Críticas a la decisión judicial
Sobre la decisión judicial, cuestionó su alcance: “Un efecto suspensivo tan amplio es básicamente suspender los efectos de la interrupción de cambios en el régimen de contratos laborales en Argentina”. Y agregó: “No hay un cambio de circunstancia que amerite una acción de esta naturaleza”.
Idígoras advirtió sobre las consecuencias económicas de la medida: “Genera una imprevisibilidad muy elevada. Cualquier relación laboral, tanto de un trabajador como de una empresa”. También mencionó el efecto sobre decisiones de inversión: “Puede ser un componente de incertidumbre muy alta que lleve a detener cualquier inversión”.

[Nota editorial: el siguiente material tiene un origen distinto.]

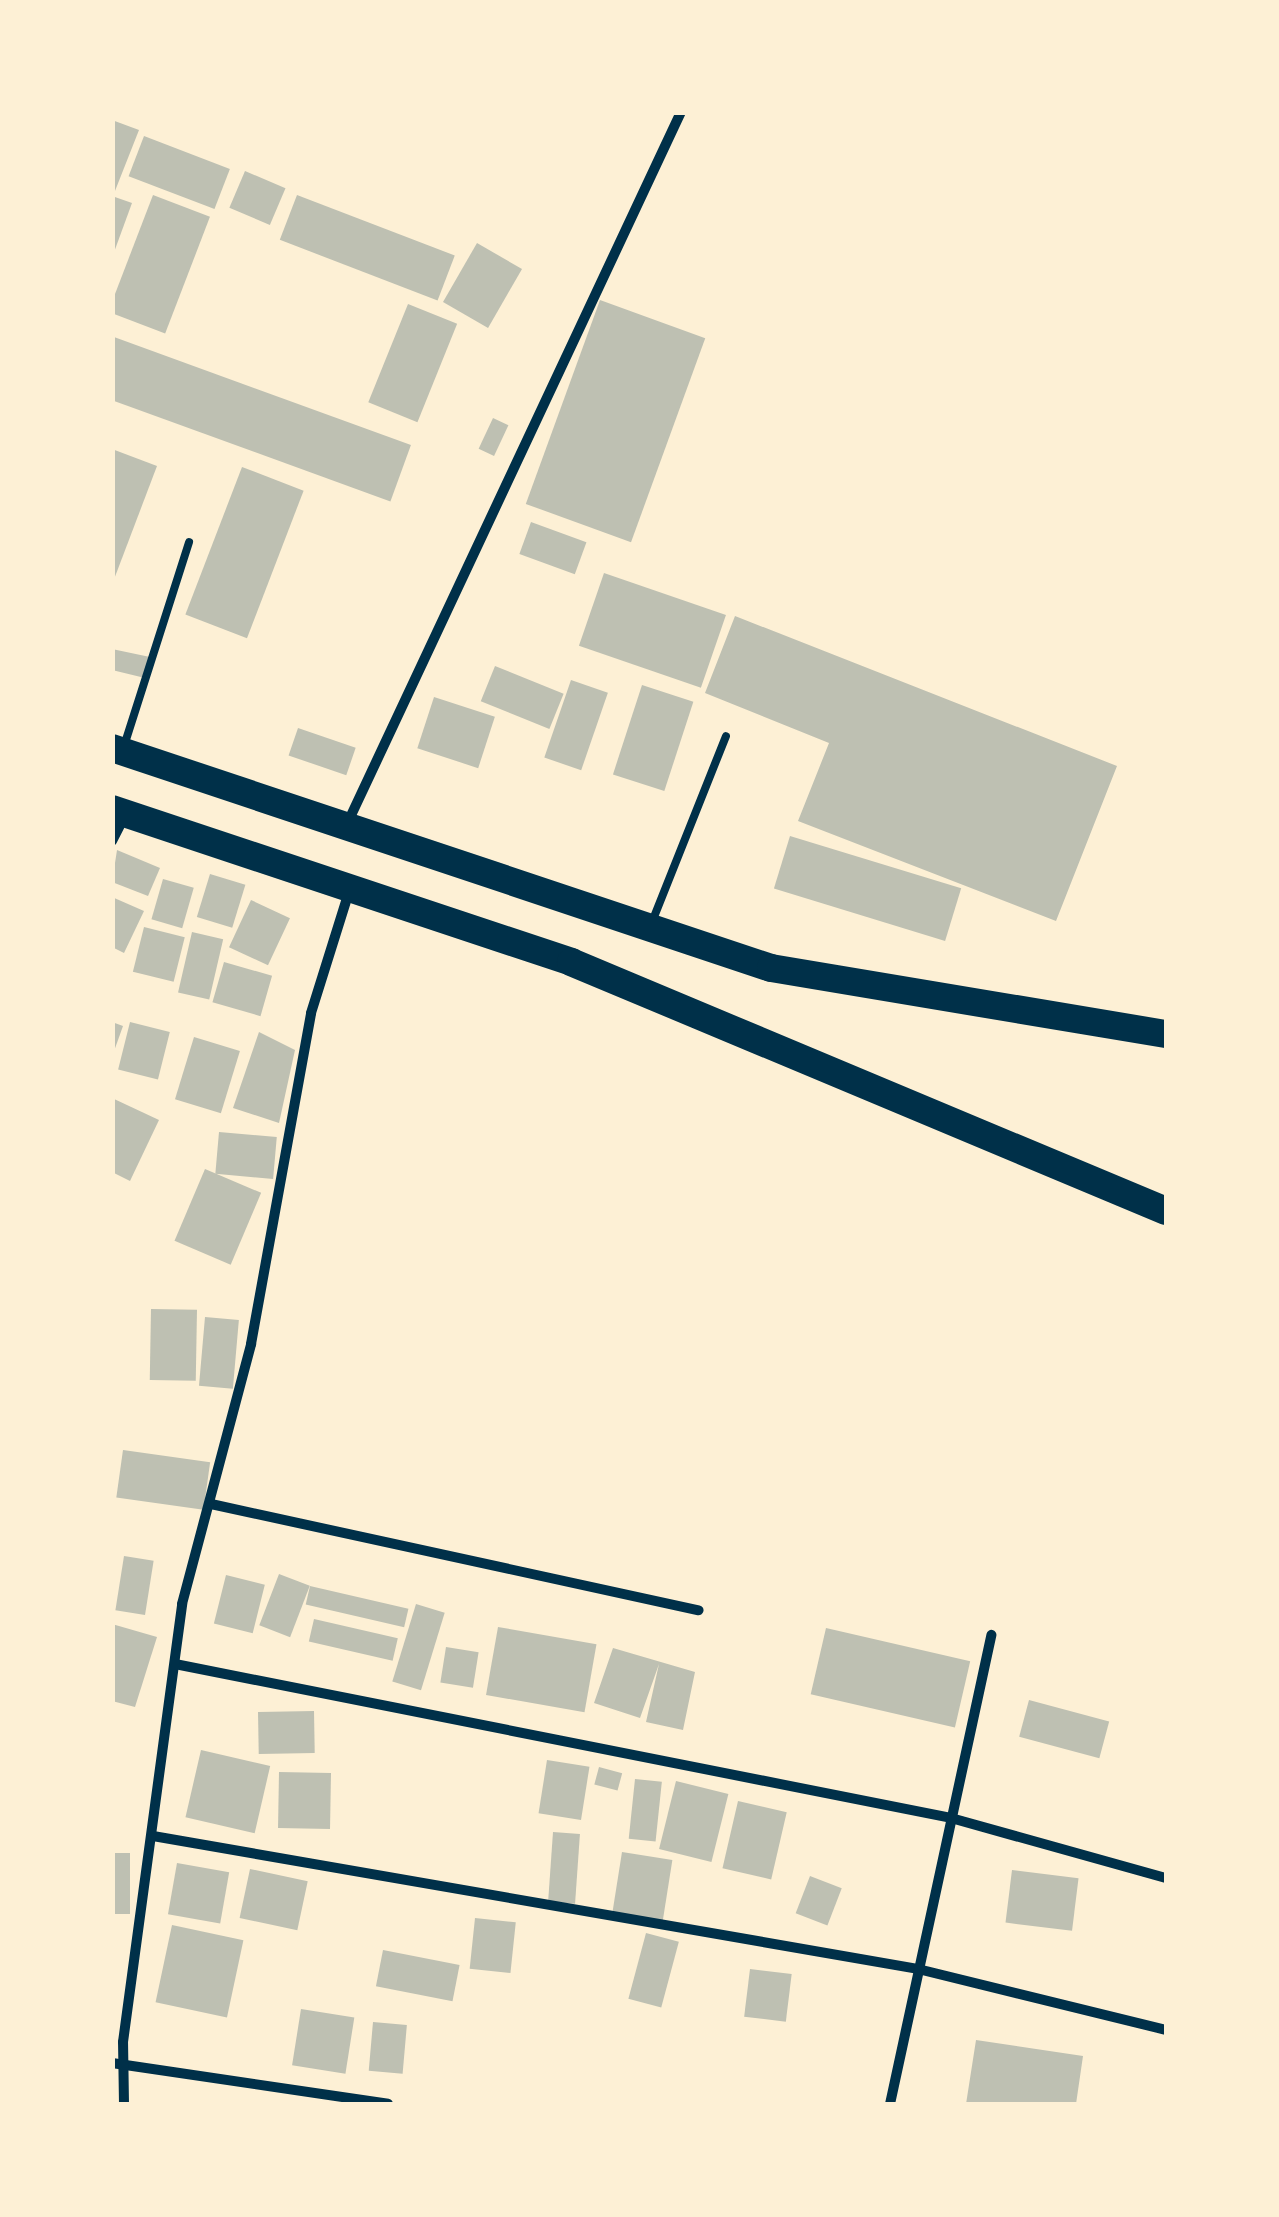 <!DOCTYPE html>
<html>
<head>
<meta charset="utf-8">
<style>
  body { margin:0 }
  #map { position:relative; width:1279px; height:2217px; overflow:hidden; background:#fdf0d5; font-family:"Sofia Sans Condensed",sans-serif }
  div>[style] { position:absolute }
  .building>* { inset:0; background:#bec0b2; transform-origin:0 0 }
  .service>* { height:8px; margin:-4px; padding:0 4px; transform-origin:4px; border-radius:4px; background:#003049 }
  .minor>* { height:10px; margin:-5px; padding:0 5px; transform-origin:5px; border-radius:5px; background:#003049 }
  .trunk>* { height:28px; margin:-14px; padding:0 14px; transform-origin:14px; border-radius:14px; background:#003049 }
  span { translate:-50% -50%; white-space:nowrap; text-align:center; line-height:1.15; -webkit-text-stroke:10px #fdf0d5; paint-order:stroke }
  .frame { position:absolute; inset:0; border:115px solid #fdf0d5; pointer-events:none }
</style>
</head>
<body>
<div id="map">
  <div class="building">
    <i style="clip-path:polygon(112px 120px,139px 130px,113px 196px,112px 196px)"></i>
    <i style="left:144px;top:136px;width:92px;height:43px;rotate:21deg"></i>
    <i style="left:245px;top:171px;width:44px;height:40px;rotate:23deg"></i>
    <i style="left:153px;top:195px;width:61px;height:125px;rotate:21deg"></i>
    <i style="left:297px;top:195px;width:169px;height:48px;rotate:21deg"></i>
    <i style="clip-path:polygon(112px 196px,132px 203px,113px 255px,112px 255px)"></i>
    <i style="left:477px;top:243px;width:52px;height:68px;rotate:30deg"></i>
    <i style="left:600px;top:300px;width:112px;height:217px;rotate:20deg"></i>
    <i style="left:408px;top:304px;width:53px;height:106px;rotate:22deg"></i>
    <i style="left:114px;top:337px;width:316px;height:60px;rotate:20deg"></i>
    <i style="left:493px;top:418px;width:17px;height:34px;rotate:25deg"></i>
    <i style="clip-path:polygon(112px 449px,157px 466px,113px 582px,112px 582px)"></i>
    <i style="left:242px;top:467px;width:66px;height:158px;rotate:21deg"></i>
    <i style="left:531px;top:522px;width:59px;height:34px;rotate:20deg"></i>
    <i style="left:604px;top:573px;width:129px;height:77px;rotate:19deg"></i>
    <i style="clip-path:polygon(735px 616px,1117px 766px,1056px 921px,798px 821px,829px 743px,705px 693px)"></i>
    <i style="clip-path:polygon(112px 649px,150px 657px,145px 678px,112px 670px)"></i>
    <i style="left:495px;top:666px;width:74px;height:38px;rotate:22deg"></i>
    <i style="left:571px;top:680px;width:39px;height:82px;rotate:19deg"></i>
    <i style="left:642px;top:685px;width:54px;height:94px;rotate:18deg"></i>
    <i style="left:434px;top:697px;width:64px;height:54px;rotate:18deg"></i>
    <i style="left:298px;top:728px;width:61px;height:29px;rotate:19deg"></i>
    <i style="left:790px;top:836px;width:179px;height:55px;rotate:17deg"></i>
    <i style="clip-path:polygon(117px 850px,160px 868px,148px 896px,112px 882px)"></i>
    <i style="left:210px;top:874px;width:37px;height:45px;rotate:17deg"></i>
    <i style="left:163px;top:879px;width:32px;height:42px;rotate:16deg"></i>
    <i style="clip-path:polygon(112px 897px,144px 911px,124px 953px,112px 947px)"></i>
    <i style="left:251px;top:900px;width:43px;height:52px;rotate:25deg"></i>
    <i style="left:144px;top:927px;width:42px;height:46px;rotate:14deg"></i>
    <i style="left:192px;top:932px;width:32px;height:62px;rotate:13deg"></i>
    <i style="left:224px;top:962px;width:50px;height:42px;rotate:16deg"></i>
    <i style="clip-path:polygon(112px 1022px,123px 1026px,113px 1054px,112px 1054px)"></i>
    <i style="left:130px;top:1022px;width:41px;height:49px;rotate:14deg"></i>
    <i style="clip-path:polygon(259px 1032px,295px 1050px,279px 1123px,233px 1108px)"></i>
    <i style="left:194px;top:1037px;width:48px;height:65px;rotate:17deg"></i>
    <i style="clip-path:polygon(112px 1098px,159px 1120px,130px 1181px,112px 1172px)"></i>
    <i style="left:219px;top:1132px;width:58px;height:42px;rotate:5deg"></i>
    <i style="left:205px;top:1169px;width:61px;height:78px;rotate:23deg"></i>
    <i style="left:151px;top:1309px;width:46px;height:71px;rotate:1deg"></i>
    <i style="left:205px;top:1317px;width:34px;height:69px;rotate:5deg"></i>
    <i style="left:123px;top:1450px;width:88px;height:48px;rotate:8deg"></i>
    <i style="left:124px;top:1556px;width:30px;height:55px;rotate:9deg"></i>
    <i style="left:279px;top:1574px;width:33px;height:55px;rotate:21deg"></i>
    <i style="left:226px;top:1575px;width:40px;height:50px;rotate:14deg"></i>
    <i style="left:310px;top:1586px;width:101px;height:19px;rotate:13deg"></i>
    <i style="left:416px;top:1604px;width:30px;height:81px;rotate:17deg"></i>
    <i style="left:314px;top:1619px;width:86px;height:23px;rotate:13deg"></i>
    <i style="clip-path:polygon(112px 1624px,157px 1637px,135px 1707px,112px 1701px)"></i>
    <i style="left:498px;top:1627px;width:100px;height:69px;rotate:10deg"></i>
    <i style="left:826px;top:1628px;width:148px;height:68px;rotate:13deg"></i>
    <i style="left:446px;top:1647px;width:33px;height:36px;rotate:9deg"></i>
    <i style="clip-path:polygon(613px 1648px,695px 1672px,683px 1730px,646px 1722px,659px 1664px,640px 1718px,594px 1703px)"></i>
    <i style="left:1029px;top:1700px;width:83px;height:38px;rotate:15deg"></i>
    <i style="left:314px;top:1711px;width:42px;height:56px;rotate:89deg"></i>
    <i style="left:201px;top:1750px;width:71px;height:69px;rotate:13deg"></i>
    <i style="left:547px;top:1760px;width:43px;height:54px;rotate:9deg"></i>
    <i style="left:599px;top:1767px;width:24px;height:18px;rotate:15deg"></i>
    <i style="left:279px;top:1772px;width:52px;height:56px;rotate:1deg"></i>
    <i style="left:635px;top:1779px;width:27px;height:60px;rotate:6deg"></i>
    <i style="left:676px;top:1781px;width:54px;height:70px;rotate:14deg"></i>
    <i style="left:738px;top:1801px;width:50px;height:69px;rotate:13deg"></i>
    <i style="left:553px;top:1832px;width:27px;height:70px;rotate:4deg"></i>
    <i style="left:622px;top:1852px;width:51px;height:65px;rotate:9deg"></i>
    <i style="left:112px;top:1853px;width:18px;height:61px"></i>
    <i style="left:177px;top:1863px;width:53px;height:52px;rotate:10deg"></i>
    <i style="left:250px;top:1869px;width:59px;height:50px;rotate:12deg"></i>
    <i style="left:1012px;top:1870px;width:67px;height:53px;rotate:7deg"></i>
    <i style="left:810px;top:1876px;width:34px;height:40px;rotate:21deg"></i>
    <i style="left:475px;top:1918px;width:41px;height:51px;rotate:6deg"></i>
    <i style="left:172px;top:1925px;width:73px;height:79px;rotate:12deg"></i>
    <i style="left:646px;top:1933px;width:34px;height:68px;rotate:15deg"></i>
    <i style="left:383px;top:1950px;width:78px;height:37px;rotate:11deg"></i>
    <i style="left:750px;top:1969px;width:42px;height:48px;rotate:7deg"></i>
    <i style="left:301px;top:2009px;width:54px;height:57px;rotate:9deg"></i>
    <i style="left:373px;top:2022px;width:34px;height:49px;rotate:5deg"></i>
    <i style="clip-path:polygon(976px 2040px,1083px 2056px,1076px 2104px,966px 2104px)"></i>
  </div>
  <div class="service">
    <i style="left:124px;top:746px;width:214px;rotate:-72.3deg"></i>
    <i style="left:652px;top:922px;width:200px;rotate:-68.3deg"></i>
  </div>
  <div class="minor">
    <i style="left:347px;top:824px;width:786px;rotate:-64.87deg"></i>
    <i style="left:112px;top:841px;width:30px;rotate:-63deg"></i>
    <i style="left:211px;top:1504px;width:499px;rotate:12.3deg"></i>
    <i style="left:175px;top:1664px;width:791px;rotate:11.22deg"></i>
    <i style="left:951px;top:1818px;width:223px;rotate:15.6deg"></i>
    <i style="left:153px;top:1836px;width:776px;rotate:9.86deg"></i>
    <i style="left:918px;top:1969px;width:255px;rotate:13.8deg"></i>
    <i style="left:112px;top:2063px;width:279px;rotate:8.4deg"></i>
    <i style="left:124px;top:2104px;width:62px;rotate:-90.9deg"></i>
    <i style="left:123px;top:2042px;width:442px;rotate:-82.3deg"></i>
    <i style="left:182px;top:1604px;width:269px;rotate:-75.1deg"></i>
    <i style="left:251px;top:1344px;width:336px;rotate:-79.7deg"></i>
    <i style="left:311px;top:1013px;width:127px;rotate:-72.6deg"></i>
    <i style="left:890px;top:2104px;width:480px;rotate:-77.8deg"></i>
  </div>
  <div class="trunk">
    <i style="left:112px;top:748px;width:695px;rotate:18.46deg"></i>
    <i style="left:771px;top:968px;width:400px;rotate:9.5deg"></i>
    <i style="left:112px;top:809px;width:484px;rotate:18.4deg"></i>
    <i style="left:571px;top:962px;width:645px;rotate:22.71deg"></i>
  </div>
  <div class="frame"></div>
</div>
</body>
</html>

Duro impacto en el mercado petrolero ante el conflicto en Medio Oriente
En relación con la crisis energética global, planteó: “Estamos frente a una crisis mundial petrolera”. Sobre la misma línea, explicó que el conflicto internacional elevó los costos energéticos: “El conflicto bélico ha disparado el precio del petróleo”.
En ese contexto, el entrevistado remarcó la oportunidad que tiene Argentina: “Tenemos una producción de biodiesel cuatro veces la capacidad de consumo local que tenemos instalada”.
En este sentido, mencionó una solución concreta: “Mañana podríamos prender cualquiera de las fábricas de biodiesel, transformar un litro de aceite de soja en un litro de biodiesel, que está a 20% más barato que el gasoil importado”.